Back when I was in computer science in cegep, there was this one student who everyone idolized. There's usually one in every class. You know, the ones who always get perfect grades while never showing up to class. Or they play video games and re-compile their linux kernel when they do decide to show up. Well for me, that was Sean: a hacker who knew just as much about programming as most of the teachers did, and always did what he wanted to do.
I remember this one day, I walked into class and saw him working on his custom kernel compiled, gentoo flavored, Linux box. (try to say that 3 times fast). Before that moment, I never really cared for Unix and had absolutely no desire to use the shell. Sean changed that from the moment I saw his screen.
The bright colours, the cool prompt. It looked like something straight out of "Hackers". It was elite. I wanted in.
At that point, I knew what bash was and had written some simple
#!/bin/bash scripts. But his shell was different. His shell had a cool prompt. His auto-complete was... well it was awesome! Nothing like I had ever seen on a bash shell. I had asked him how he got his shell to work like that. And he replied with one word:
My first thought was: "woa, this must be way too advanced for me". Being intimidated, I never really gave
zsh a shot, and played it safe by sticking with
Almost a decade later, I’m still using the
bash shell – then, last week it happened again.
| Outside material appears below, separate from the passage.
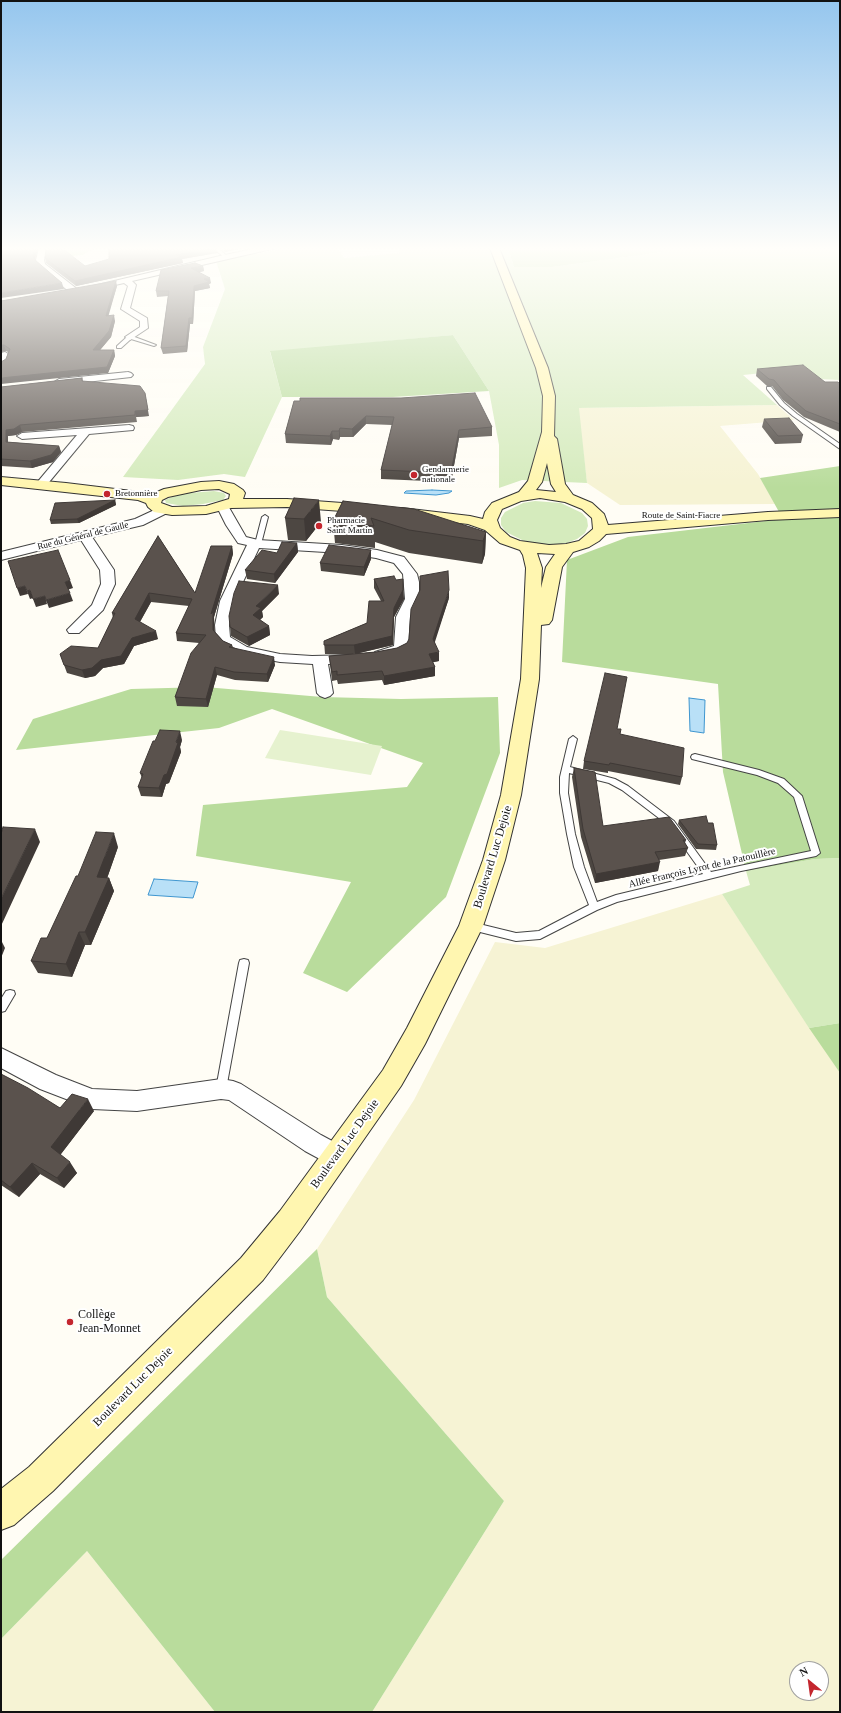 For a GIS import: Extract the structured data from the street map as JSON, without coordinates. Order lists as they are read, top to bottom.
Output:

A friend of mine invited me to a JS meet up where two programmers were talking about require.js and browserify. During one of the demos, they had open up their iTerm2 shell and my eyes lit up. “Woa! How did he get his shell to look like that?? His auto-complete even shows suggestions while he’s typing his command!”
I came home, and immediately started searching the web, trying to find out how he configured his iTerm. And sure enough, I found the answer:
zsh. I came across this article and immediately started throwing commands at my terminal. Within minutes I was up and running in
In retrospect, I really should have tried
zsh when Sean told me about it. It is by far the best shell I have ever used. If any of you are in the same position I was, I suggest you install it and give it a shot. Like all tools, it takes some getting used to. But once you’re in, you’ll never look back.